Berdasarkan regulasi baru Otoritas Jasa Keuangan mengatur tentang prosedur emisi obligasi di Indonesia. POJK No. 11/2018 yang mengatur prosedur emisi obligasi di Indonesia bahwa durasi emisi jauh lebih cepat dibandingkan dengan aturan yang berlaku sebelumnya. Regulasi ini sangat penting dalam mendorong percepatan peningkatan kapasitas dan kedalaman pasar obligasi korporasi kita.

Perlu diketahui bahwa size dari pasar obligasi korporasi kita sangat kecil, yaitu hanya 2,21% saja relatif terhadap besarnya Produk Domestik Bruto (PDB). Angka ini jauh tertinggal dibandingkan dengan Malaysia yang mencapai lebih 40% dari PDB atau Korea Selatan (Korsel) yang lebih dari 90% PDB (data Asian Bond Online, ADB).

Regulasi merupakan komponen penting yang sangat menentukan perkembangan pasar surat utang korporasi di setiap negara. Peran regulator dalam membuat berbagai aturan terkait pasar surat utang korporasi akan sangat menentukan sejauh mana negara tersebut memiliki pasar surat utang korporasi yang baik.

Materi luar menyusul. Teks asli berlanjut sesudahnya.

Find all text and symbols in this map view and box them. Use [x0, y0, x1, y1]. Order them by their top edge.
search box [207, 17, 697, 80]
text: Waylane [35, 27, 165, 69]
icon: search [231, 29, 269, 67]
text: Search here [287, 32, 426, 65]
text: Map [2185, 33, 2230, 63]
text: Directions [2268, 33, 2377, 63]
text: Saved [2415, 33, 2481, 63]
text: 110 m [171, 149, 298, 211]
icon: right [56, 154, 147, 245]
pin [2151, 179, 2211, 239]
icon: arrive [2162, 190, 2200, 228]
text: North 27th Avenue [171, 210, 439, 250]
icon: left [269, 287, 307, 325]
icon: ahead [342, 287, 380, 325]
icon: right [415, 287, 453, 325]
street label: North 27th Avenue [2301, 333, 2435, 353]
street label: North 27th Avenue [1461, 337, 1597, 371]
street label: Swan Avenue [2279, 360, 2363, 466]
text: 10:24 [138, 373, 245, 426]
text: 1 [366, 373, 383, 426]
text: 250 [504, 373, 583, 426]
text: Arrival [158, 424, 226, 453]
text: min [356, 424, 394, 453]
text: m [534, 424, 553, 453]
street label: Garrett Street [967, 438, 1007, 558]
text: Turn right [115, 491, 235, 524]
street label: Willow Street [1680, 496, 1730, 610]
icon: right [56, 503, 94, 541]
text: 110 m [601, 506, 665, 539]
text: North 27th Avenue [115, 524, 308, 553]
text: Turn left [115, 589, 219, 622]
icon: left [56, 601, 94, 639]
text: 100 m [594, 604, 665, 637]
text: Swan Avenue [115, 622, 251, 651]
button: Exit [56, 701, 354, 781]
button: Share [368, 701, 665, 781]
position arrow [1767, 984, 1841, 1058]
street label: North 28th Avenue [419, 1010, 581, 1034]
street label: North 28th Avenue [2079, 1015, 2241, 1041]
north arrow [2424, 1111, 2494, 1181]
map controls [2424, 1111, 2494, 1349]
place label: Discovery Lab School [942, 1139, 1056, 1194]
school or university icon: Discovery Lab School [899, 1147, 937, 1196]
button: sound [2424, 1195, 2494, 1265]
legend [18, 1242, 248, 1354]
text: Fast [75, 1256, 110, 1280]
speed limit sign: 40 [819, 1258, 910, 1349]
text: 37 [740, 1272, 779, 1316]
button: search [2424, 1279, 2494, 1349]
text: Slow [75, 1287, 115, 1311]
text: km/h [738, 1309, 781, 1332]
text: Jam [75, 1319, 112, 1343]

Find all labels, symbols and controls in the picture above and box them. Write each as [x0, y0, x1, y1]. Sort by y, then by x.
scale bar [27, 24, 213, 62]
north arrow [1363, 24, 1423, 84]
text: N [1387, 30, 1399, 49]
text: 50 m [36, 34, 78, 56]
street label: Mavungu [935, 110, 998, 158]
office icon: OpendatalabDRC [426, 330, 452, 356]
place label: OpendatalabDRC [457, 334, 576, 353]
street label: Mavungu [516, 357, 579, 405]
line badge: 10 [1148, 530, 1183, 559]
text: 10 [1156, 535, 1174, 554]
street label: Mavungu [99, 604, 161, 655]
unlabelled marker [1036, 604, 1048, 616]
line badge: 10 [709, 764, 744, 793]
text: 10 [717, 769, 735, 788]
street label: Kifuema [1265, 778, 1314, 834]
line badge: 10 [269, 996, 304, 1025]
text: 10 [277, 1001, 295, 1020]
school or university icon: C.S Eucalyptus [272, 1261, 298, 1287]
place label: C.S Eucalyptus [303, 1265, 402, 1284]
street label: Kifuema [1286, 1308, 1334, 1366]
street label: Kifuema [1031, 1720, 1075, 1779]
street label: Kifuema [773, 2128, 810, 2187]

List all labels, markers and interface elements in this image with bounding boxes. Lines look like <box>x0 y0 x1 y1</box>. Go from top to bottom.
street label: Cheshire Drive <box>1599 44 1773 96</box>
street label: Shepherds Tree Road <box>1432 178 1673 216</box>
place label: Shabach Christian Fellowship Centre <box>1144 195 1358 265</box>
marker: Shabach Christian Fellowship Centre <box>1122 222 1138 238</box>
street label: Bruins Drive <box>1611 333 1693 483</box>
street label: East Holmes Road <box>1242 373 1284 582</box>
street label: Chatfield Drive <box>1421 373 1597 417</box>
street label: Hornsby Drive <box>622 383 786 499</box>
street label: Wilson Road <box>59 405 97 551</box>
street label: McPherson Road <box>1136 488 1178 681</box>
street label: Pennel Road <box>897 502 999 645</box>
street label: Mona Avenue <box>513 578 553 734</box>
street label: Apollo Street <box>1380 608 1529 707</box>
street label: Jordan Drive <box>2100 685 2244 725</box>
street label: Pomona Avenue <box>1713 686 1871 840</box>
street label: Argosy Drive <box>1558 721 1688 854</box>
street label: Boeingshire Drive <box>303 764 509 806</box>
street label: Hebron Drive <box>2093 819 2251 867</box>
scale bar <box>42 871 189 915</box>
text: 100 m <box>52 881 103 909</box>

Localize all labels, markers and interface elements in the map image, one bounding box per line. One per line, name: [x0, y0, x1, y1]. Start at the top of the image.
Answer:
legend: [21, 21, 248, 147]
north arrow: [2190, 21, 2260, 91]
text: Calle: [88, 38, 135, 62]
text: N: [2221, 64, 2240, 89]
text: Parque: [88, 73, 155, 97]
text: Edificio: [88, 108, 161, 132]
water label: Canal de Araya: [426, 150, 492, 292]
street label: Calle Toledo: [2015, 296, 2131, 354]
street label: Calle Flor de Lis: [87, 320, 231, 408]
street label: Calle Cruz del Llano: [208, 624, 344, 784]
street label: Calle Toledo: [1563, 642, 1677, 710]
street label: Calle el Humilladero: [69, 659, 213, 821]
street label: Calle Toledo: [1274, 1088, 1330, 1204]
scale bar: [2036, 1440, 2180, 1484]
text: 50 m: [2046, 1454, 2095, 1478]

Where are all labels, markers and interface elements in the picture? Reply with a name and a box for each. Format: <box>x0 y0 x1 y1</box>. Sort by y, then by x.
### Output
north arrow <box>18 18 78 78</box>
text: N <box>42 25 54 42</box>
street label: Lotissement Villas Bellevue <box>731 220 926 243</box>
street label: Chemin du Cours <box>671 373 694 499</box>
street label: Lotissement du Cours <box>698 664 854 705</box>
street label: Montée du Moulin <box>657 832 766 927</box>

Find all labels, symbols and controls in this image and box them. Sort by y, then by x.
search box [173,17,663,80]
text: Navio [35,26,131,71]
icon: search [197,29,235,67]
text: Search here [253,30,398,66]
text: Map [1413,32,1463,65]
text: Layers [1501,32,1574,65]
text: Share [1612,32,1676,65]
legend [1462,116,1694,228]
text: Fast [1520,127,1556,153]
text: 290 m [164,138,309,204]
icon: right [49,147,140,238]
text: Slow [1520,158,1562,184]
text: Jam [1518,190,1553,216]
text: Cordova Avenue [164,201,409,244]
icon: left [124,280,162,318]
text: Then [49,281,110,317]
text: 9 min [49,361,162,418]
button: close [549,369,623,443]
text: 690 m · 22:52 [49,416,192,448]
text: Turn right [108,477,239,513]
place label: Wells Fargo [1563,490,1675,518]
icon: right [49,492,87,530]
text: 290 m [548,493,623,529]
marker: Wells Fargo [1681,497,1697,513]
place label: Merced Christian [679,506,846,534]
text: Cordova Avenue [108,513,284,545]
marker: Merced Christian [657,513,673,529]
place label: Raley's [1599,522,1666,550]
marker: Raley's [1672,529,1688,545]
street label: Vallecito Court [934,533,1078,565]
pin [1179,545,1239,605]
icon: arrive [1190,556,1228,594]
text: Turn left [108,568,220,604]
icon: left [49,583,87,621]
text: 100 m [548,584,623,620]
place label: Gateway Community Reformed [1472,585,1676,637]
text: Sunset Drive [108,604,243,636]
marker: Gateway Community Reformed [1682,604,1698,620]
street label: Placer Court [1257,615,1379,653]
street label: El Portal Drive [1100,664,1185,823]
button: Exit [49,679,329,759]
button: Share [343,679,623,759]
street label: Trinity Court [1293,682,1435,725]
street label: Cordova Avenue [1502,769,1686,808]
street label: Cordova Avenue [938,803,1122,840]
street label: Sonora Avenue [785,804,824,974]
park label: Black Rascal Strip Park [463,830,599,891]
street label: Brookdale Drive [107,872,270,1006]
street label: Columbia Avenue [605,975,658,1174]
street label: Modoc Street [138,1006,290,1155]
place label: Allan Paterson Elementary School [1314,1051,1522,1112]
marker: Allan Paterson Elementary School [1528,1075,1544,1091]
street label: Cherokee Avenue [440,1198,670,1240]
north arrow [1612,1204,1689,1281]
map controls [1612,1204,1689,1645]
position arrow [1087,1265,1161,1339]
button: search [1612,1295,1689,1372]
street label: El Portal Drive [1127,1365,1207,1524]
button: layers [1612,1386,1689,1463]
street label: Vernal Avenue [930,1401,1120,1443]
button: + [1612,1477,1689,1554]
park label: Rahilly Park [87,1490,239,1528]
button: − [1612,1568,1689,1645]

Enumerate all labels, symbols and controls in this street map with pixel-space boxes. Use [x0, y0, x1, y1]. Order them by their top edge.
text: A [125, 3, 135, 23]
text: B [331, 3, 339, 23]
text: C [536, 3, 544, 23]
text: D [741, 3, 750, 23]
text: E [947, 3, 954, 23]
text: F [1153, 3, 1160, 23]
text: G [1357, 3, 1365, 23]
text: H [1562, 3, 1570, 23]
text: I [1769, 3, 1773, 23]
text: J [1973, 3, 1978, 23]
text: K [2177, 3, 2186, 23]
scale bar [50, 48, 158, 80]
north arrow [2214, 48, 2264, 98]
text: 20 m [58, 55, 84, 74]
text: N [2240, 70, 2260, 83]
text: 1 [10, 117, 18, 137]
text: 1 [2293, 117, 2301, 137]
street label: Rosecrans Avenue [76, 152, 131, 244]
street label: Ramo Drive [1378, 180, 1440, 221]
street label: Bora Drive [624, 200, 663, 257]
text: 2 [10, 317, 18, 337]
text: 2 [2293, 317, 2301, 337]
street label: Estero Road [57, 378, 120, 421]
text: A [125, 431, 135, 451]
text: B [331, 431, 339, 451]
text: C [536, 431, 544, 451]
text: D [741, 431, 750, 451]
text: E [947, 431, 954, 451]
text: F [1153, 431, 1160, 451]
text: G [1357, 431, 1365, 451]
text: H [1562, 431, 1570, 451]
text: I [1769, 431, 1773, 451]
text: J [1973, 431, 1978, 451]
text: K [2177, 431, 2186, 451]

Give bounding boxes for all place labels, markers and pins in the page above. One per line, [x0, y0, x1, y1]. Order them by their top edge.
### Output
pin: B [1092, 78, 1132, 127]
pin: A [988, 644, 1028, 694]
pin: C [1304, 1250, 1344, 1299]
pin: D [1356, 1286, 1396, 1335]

Aturan terkait dengan durasi izin proses penerbitan surat utang korporasi dan jangka waktu penawaran umum berkelanjutan (shelf registration) surat utang korporasi menjadi concern banyak negara.

“Durasi proses penerbitan dan penawaran umum berkelanjutan surat utang korporasi di beberapa negara Asia menunjukan proses emisi obligasi di Indonesia termasuk yang paling lama. Korsel merupakan negara dengan durasi proses penerbitan yang paling cepat di Asia. Proses penerbitan surat utang korporasi di Korsel dan Hong Kong hanya membutuhkan waktu 3-5 hari kerja, tergantung dari jenis surat utang korporasi yang diterbitkan,” kata Buddi Wibowo dalam rilis tulisannya di koran Bisnis Indonesia, (7/12/2018).

Di negara–negara Asean seperti Malaysia merupakan negara dengan waktu proses penerbitan paling singkat, yaitu hanya 14 hari kerja. Aturan penerbitan surat utang korporasi tersebut jauh lebih cepat dibandingkan dengan aturan yang berlaku di Indonesia dan Filipina yang masing-masing membutuhkan waktu 45 hari sejak seluruh dokumen dinyatakan lengkap. Pada praktiknya izin efektif emisi obligasi rata-rata baru diperoleh selama 3-5 bulan.

Durasi proses perizinan menentukan seberapa mudah dan cepat proses penerbitan surat utang korporasi di suatu negara. Dalam pembangunan pasar surat utang korporasi, proses penerbitan akan sangat mempengaruhi keputusan korporasi untuk mengeluarkan obligasi setelah menimbang kondisi pasar surat utang dan situasi makroekonomi masing-masing negara.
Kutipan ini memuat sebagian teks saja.